Available data Block Start

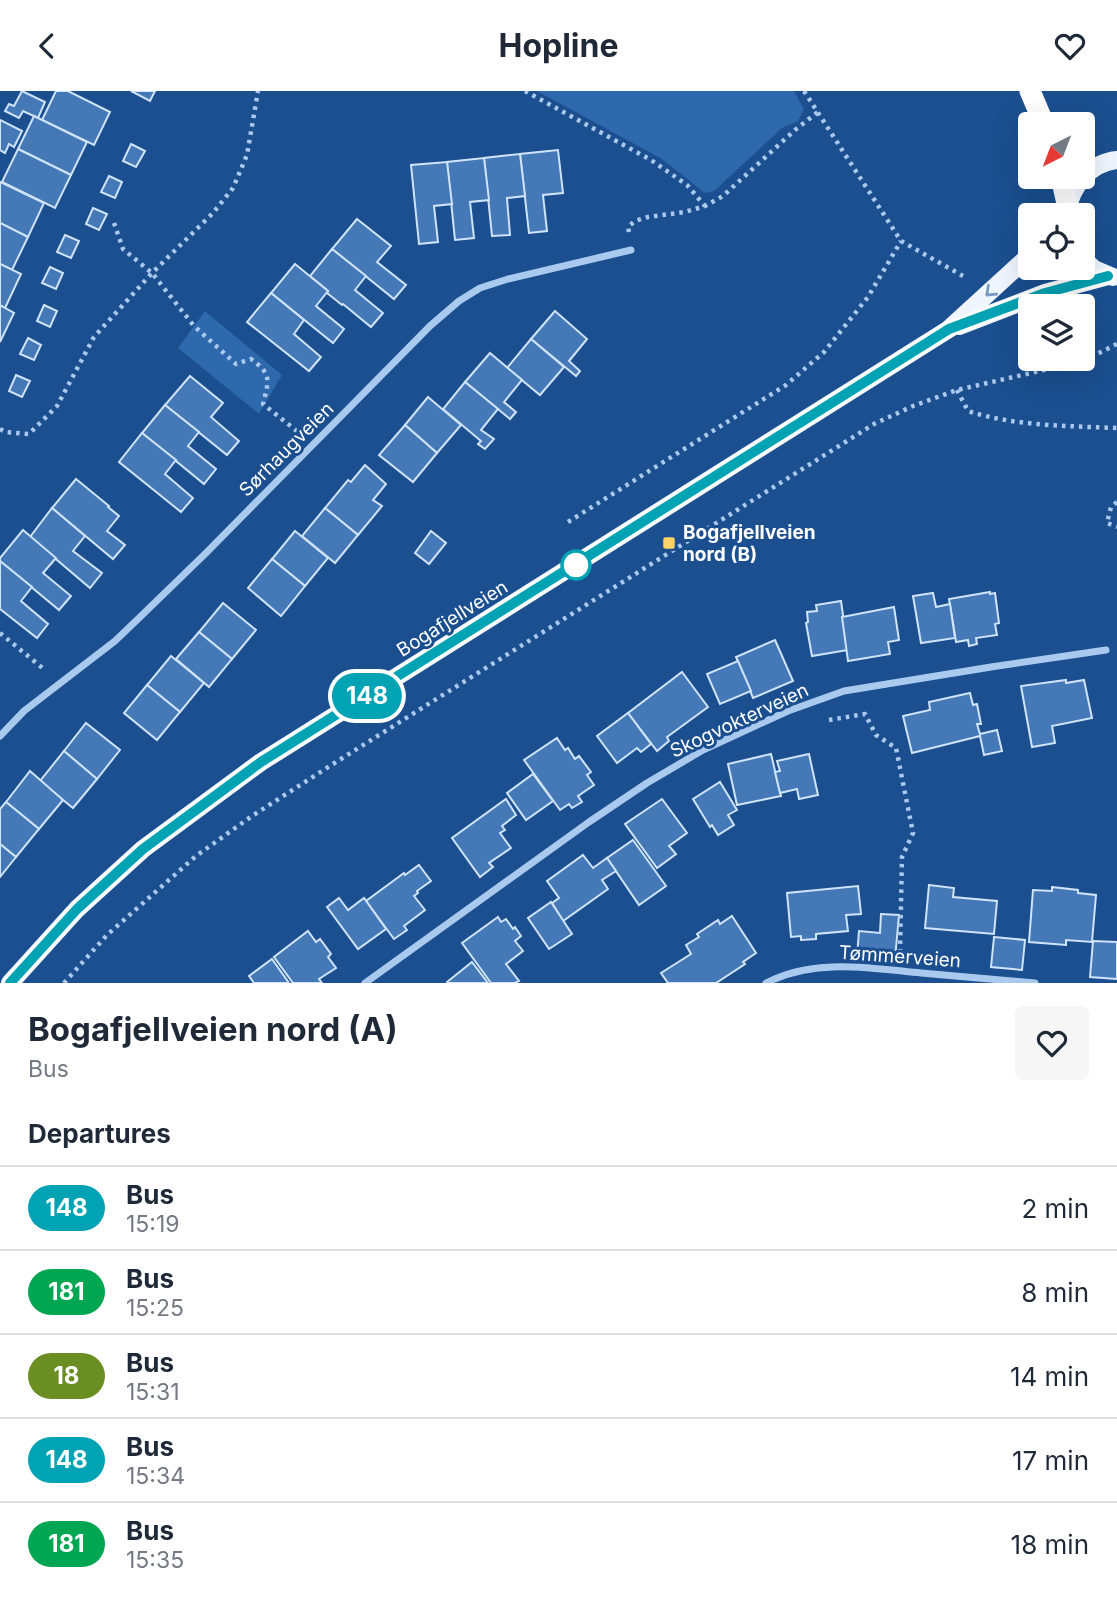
<!DOCTYPE html>
<meta charset="utf-8">
<style>
:root{--surface:#fff;--page:#f6f6f7;--text:#1f2937;--muted:#747a83;--line:#e0e1e3}
body{margin:0;font-family:Inter,sans-serif;background:var(--page);color:var(--text);height:100vh;display:flex;flex-direction:column;font-size:26px;white-space:nowrap}
*{box-sizing:border-box;margin:0}
p{font-size:23px;color:var(--muted)}
.icon{flex:none;width:38px;height:38px;fill:none;stroke:currentColor;stroke-width:2;stroke-linecap:round;stroke-linejoin:round}
.map{position:relative;height:892px;overflow:hidden}
.side{display:flex;flex-direction:column;background:var(--surface);flex:1}
.side>*{flex:none}
.badge{padding:0 14px;border-radius:23px;font-size:24px;line-height:46px}
.needle{width:46px;rotate:222deg}
.buttons{position:absolute;left:1018px;top:21px;display:grid;gap:14px}
.buttons a{display:grid;place-items:center;width:77px;height:77px;border-radius:7px;background:var(--surface);box-shadow:0 7px 28px #0002;font-size:35px}
.map>.badge{position:absolute;translate:-50% -50%;box-shadow:0 0 0 4px #fff}
h2{padding:0 28px;font-size:26px;line-height:63px}
.round{display:grid;place-items:center;flex:none;width:74px;height:74px;border-radius:7px;background:var(--page)}
.head{display:flex;align-items:center;justify-content:space-between;height:119px;padding:0 28px}
h1{font-size:33px;font-weight:700;line-height:52px}
ul{padding:0;list-style:none}
li{display:flex;align-items:center;gap:21px;height:84px;padding:0 28px;border-top:2px solid var(--line)}
li div{flex:1}
li b{display:block;font-size:26px}
li em{font-style:normal}
li .badge{min-width:77px;font-weight:700;text-align:center}
header{display:flex;justify-content:space-between;align-items:center;height:91px;padding:0 28px;background:var(--surface);font-size:32px;font-weight:700}
.map>svg:first-child{display:block}
.green{fill:#2e69ad}
.building{fill:#4478b7;stroke:#cfe3fa;stroke-width:2}
.lines{fill:none;stroke-linecap:round;stroke-linejoin:round}
.path{stroke:#a9c9ee;stroke-width:4.5;stroke-dasharray:3.5 5;stroke-linecap:butt}
.street{stroke:#a9c9ee;stroke-width:7}
.primary{stroke:#f0f6ff;stroke-width:18}
.highway{stroke:#fff;stroke-width:21}
.oneway{stroke:#7b9ac1}
.line-casing{stroke:#fff;stroke-width:16}
.line{stroke:#00a3b4;stroke-width:10}
.poi-dot{fill:#ffd166;stroke:#1b4f8f;stroke-width:2.5}
.stop-dot{fill:#fff;stroke:#00a3b4;stroke-width:3.5}
.labels{text-anchor:middle;stroke-width:6;stroke-linejoin:round;paint-order:stroke}
.street-label{font-size:19px;fill:#fff;stroke:#1b4f8f}
.poi-label{font-size:19px;font-weight:bold;fill:#fff;stroke:#1b4f8f;text-anchor:start}
</style>
<header><svg class="icon" aria-label="back" viewBox="0 0 24 24"><path d="M15 5l-7 7 7 7"/></svg>Hopline<svg class="icon" aria-label="heart" viewBox="0 0 24 24"><path d="M12 20l-8-8c-3-5 5-10 8-4 3-6 11-1 8 4z"/></svg></header>
<div class="map">
<svg width="1117" height="892" viewBox="0 0 1117 892">
<rect width="100%" height="100%" fill="#1b4f8f"/>
<!-- green -->
<g class="green">
<polygon points="537,0 794,0 804,18 798,30 782,37 714,100 705,102 662,68"/>
<polygon points="205,220 282,284 259,323 178,257"/>
</g>
<!-- building -->
<g class="building">
<polygon points="22,0 45,11 38,27 23,20 19,27 5,20 9,13 14,15"/>
<polygon points="56,0 68,0 110,21 94,54 42,29"/>
<polygon points="131,0 155,0 150,10"/>
<polygon points="34,25 87,51 71,84 18,58"/>
<polygon points="0,29 22,40 14,56 9,53 5,62 0,59"/>
<polygon points="131,53 145,60 136,76 123,70"/>
<polygon points="18,58 71,84 55,117 2,91"/>
<polygon points="558,59 563,102 543,104 547,140 529,142 520,63"/>
<polygon points="520,63 525,105 507,107 510,144 492,145 484,67"/>
<polygon points="484,67 489,109 470,111 474,147 455,149 447,71"/>
<polygon points="447,71 452,113 434,115 438,151 419,153 411,74"/>
<polygon points="109,85 122,91 115,107 101,101"/>
<polygon points="0,91 44,112 28,146 0,132"/>
<polygon points="93,117 107,123 99,139 86,133"/>
<polygon points="357,128 391,155 377,171 406,194 394,208 332,158"/>
<polygon points="0,132 28,146 12,179 0,173"/>
<polygon points="65,144 79,150 71,167 57,161"/>
<polygon points="332,158 366,185 355,199 383,222 371,236 343,213 342,214 327,202 328,200 310,185"/>
<polygon points="0,173 21,183 5,217 0,214"/>
<polygon points="295,173 328,200 316,215 344,238 333,252 271,202"/>
<polygon points="50,176 63,182 56,198 42,192"/>
<polygon points="271,202 304,229 294,243 321,266 309,280 247,231"/>
<polygon points="0,214 14,222 0,251"/>
<polygon points="44,214 57,220 50,236 37,230"/>
<polygon points="555,220 587,248 569,270 580,280 576,285 531,248"/>
<polygon points="28,247 41,254 34,269 20,263"/>
<polygon points="531,248 564,276 540,304 507,277"/>
<polygon points="490,262 522,289 504,311 516,321 510,328 465,291"/>
<polygon points="16,284 30,290 22,306 9,300"/>
<polygon points="190,285 223,312 211,326 239,350 227,364 165,314"/>
<polygon points="465,291 498,318 481,339 494,348 485,358 478,353 481,350 443,318"/>
<polygon points="428,306 461,334 437,362 405,334"/>
<polygon points="165,314 199,341 188,355 216,378 204,393 142,342"/>
<polygon points="405,334 437,362 413,391 379,364"/>
<polygon points="142,342 176,369 165,383 193,407 181,421 119,371"/>
<polygon points="365,374 386,393 373,409 382,415 358,444 325,417 348,389 351,391"/>
<polygon points="76,388 109,415 108,416 119,425 107,440 125,454 113,468 52,417"/>
<polygon points="52,417 85,445 73,460 102,482 90,497 30,446"/>
<polygon points="325,417 358,444 335,472 302,445"/>
<polygon points="23,439 56,467 43,482 71,505 59,519 0,470 0,467"/>
<polygon points="295,440 328,467 305,495 272,468"/>
<polygon points="431,440 446,452 429,473 415,462"/>
<polygon points="272,468 305,495 281,525 248,497"/>
<polygon points="0,470 32,496 21,510 48,533 37,547 0,518"/>
<polygon points="990,501 990,503 995,502 999,532 995,533 997,544 976,547 977,553 969,555 968,549 956,551 949,508"/>
<polygon points="933,502 936,516 950,513 955,547 921,552 913,505"/>
<polygon points="841,510 848,559 812,565 806,532 808,531 807,521 817,520 816,514"/>
<polygon points="223,512 256,539 232,568 199,541"/>
<polygon points="894,516 899,549 888,551 890,563 848,570 842,526"/>
<polygon points="199,541 232,568 209,596 176,568"/>
<polygon points="775,549 793,590 753,607 736,566"/>
<polygon points="171,565 204,592 180,621 147,594"/>
<polygon points="738,570 751,600 720,613 707,583"/>
<polygon points="682,581 708,616 667,646 669,650 657,660 628,622"/>
<polygon points="1066,589 1066,592 1084,589 1092,627 1052,635 1055,652 1032,656 1021,595"/>
<polygon points="147,594 180,621 157,649 124,622"/>
<polygon points="970,602 973,614 977,613 981,633 977,633 980,643 997,639 1002,660 984,664 980,645 912,662 903,625 930,619 929,611"/>
<polygon points="628,622 651,653 641,661 637,657 617,672 597,645"/>
<polygon points="86,632 120,659 97,688 64,660"/>
<polygon points="557,647 565,659 568,657 575,668 579,665 591,681 587,684 594,694 578,705 582,711 572,717 569,713 560,719 524,669"/>
<polygon points="64,660 97,688 73,717 40,690"/>
<polygon points="771,663 781,705 737,714 728,673"/>
<polygon points="809,663 818,704 799,708 797,698 780,702 775,681 780,680 777,670"/>
<polygon points="30,680 63,709 39,738 6,711"/>
<polygon points="533,683 553,710 526,729 507,702"/>
<polygon points="720,691 737,719 728,724 734,734 718,744 712,734 710,736 693,708"/>
<polygon points="506,708 516,724 502,735 505,739 500,742 511,757 489,772 493,776 480,786 452,747"/>
<polygon points="662,708 687,742 669,755 676,763 657,777 625,733"/>
<polygon points="6,711 39,738 16,766 0,753 0,718"/>
<polygon points="633,749 666,795 639,814 607,767"/>
<polygon points="0,753 16,766 0,786"/>
<polygon points="583,764 593,777 607,767 616,780 602,789 608,798 563,830 552,812 559,807 547,790"/>
<polygon points="419,774 431,790 417,800 418,802 414,805 425,819 404,835 407,839 394,848 366,810 404,782 405,784"/>
<polygon points="929,794 954,797 953,806 997,810 994,843 925,837"/>
<polygon points="858,795 861,823 846,824 848,840 816,843 816,848 801,849 801,845 791,846 787,802"/>
<polygon points="1052,796 1078,799 1078,802 1096,804 1092,851 1066,849 1066,854 1029,851 1033,799 1052,800"/>
<polygon points="339,807 348,819 364,807 386,838 358,858 327,816"/>
<polygon points="551,811 572,843 549,858 528,827"/>
<polygon points="881,823 899,824 895,868 857,865 859,840 880,842"/>
<polygon points="732,825 756,862 743,871 745,873 716,892 668,892 661,882 691,863 686,854 699,846 697,843 718,829 720,833"/>
<polygon points="498,826 501,831 506,828 513,838 515,836 521,845 515,850 523,860 506,873 519,890 515,892 491,892 462,852"/>
<polygon points="308,840 316,851 320,848 331,863 328,866 336,877 319,888 322,892 293,892 274,866"/>
<polygon points="994,846 1025,849 1022,879 991,876"/>
<polygon points="1093,850 1117,851 1117,888 1090,886"/>
<polygon points="272,868 289,892 254,892 249,885"/>
<polygon points="472,871 488,892 448,892 447,891"/>
</g>
<g class="lines">
<!-- path -->
<g class="path">
<polyline points="525,0 651,69 687,94 705,115"/>
<polyline points="804,0 901,150 963,185"/>
<path d="M114,132L123,158L152,182L194,235L236,273L251,268C272,283 269,289 263,313L298,341"/>
<polyline points="629,141 628,136 635,130 648,126 685,121 705,115 723,105 795,39 818,21"/>
<path d="M957,299L968,320C1013,335 1070,335 1117,337"/>
<polyline points="0,338 5,341 29,343 57,315 94,246 152,182 213,122 233,97 247,64 258,0"/>
<polyline points="1117,411 1111,416 1107,432 1117,436"/>
<polyline points="568,431 786,294 824,261 868,206 901,150"/>
<polyline points="0,542 45,579"/>
<polyline points="829,629 865,623 876,644 896,657 913,742 902,766 900,861"/>
<polyline points="64,892 107,844 196,765 252,725 333,673 874,333 913,315 957,299 1083,270 1117,253"/>
</g>
<!-- street -->
<g class="street">
<polyline points="0,645 24,620 115,550 139,527 206,462 430,235 459,210 480,197 508,188 631,159"/>
<polyline points="365,892 589,731 647,692 703,659 788,620 844,600 991,576 1106,559"/>
<path d="M766,892C814,867 869,877 921,882C959,885 997,889 1035,892"/>
</g>
<!-- primary -->
<g class="primary">
<path d="M1067,121C1071,95 1090,72 1117,69"/>
<polyline points="1083,168 1094,178 1113,186"/>
<polyline points="959,235 1045,202 1108,185"/>
<polyline points="10,892 77,818 143,758 261,671 949,238 1031,163"/>
</g>
<!-- highway -->
<g class="highway">
<polyline points="1030,0 1044,33"/>
<polyline points="1061,86 1068,117"/>
</g>
</g>
<!-- one-way arrows -->
<defs><path id="oneway-chevron" d="M-2-3.5L2.5 0L-2 3.5" fill="none" stroke-width="1.6" stroke-linecap="round" stroke-linejoin="round" transform="scale(1.75)"/></defs>
<use class="oneway" href="#oneway-chevron" transform="translate(990 201) rotate(137)"/>
<g class="lines">
<defs>
<polyline id="line" points="10,892 77,818 143,758 261,671 949,238 1045,202 1108,185"/>
</defs>
<!-- line casing -->
<use href="#line" class="line-casing"/>
<!-- line -->
<use href="#line" class="line"/>
</g>
<!-- markers -->
<rect class="poi-dot" x="662" y="445" width="14" height="14" rx="3.5"/>
<circle class="stop-dot" cx="576" cy="474" r="14"/>
<g class="labels">
<!-- street labels -->
<g class="street-label">
<text transform="translate(286 358) rotate(-45)" y="7">Sørhaugveien</text>
<text transform="translate(452 527) rotate(-32)" y="7">Bogafjellveien</text>
<text transform="translate(739 629) rotate(-25)" y="7">Skogvokterveien</text>
<text transform="translate(900 865) rotate(4)" y="7">Tømmerveien</text>
</g>
<!-- poi labels -->
<g class="poi-label">
<text x="683" y="448">Bogafjellveien<tspan x="683" dy="22">nord (B)</tspan></text>
</g>
</g>
</svg>
<div class="buttons">
<a><svg class="needle" viewBox="-14 -14 28 28"><path d="M0-13l5 13h-10z" fill="#e53935"/><path d="M0 13l5-13h-10z" fill="#747a83"/></svg></a>
<a><svg class="icon" aria-label="locate" viewBox="0 0 24 24"><circle cx="12" cy="12" r="6"/><path d="M12 2v4M12 18v4M2 12h4M18 12h4"/></svg></a>
<a><svg class="icon" aria-label="layers" viewBox="0 0 24 24"><path d="M12 4l9 5-9 5-9-5zM3 14l9 5 9-5"/></svg></a>
</div>
<b class="badge" style="left:367px;top:605px;background:#00a3b4;color:#fff">148</b>
</div>
<section class="side">
<div class="head"><div><h1>Bogafjellveien nord (A)</h1><p>Bus</p></div><a class="round"><svg class="icon" aria-label="heart" viewBox="0 0 24 24"><path d="M12 20l-8-8c-3-5 5-10 8-4 3-6 11-1 8 4z"/></svg></a></div>
<h2>Departures</h2>
<ul>
<li><span class="badge" style="background:#00a3b4;color:#fff">148</span><div><b>Bus</b><p>15:19</p></div><em>2 min</em></li>
<li><span class="badge" style="background:#00a651;color:#fff">181</span><div><b>Bus</b><p>15:25</p></div><em>8 min</em></li>
<li><span class="badge" style="background:#6b8e23;color:#fff">18</span><div><b>Bus</b><p>15:31</p></div><em>14 min</em></li>
<li><span class="badge" style="background:#00a3b4;color:#fff">148</span><div><b>Bus</b><p>15:34</p></div><em>17 min</em></li>
<li><span class="badge" style="background:#00a651;color:#fff">181</span><div><b>Bus</b><p>15:35</p></div><em>18 min</em></li>
</ul>
</section>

Available data Block End

* What you are asked to do
Search the data for "transform". Copy each line that has it.

* Response area
<defs><path id="oneway-chevron" d="M-2-3.5L2.5 0L-2 3.5" fill="none" stroke-width="1.6" stroke-linecap="round" stroke-linejoin="round" transform="scale(1.75)"/></defs>
<use class="oneway" href="#oneway-chevron" transform="translate(990 201) rotate(137)"/>
<text transform="translate(286 358) rotate(-45)" y="7">Sørhaugveien</text>
<text transform="translate(452 527) rotate(-32)" y="7">Bogafjellveien</text>
<text transform="translate(739 629) rotate(-25)" y="7">Skogvokterveien</text>
<text transform="translate(900 865) rotate(4)" y="7">Tømmerveien</text>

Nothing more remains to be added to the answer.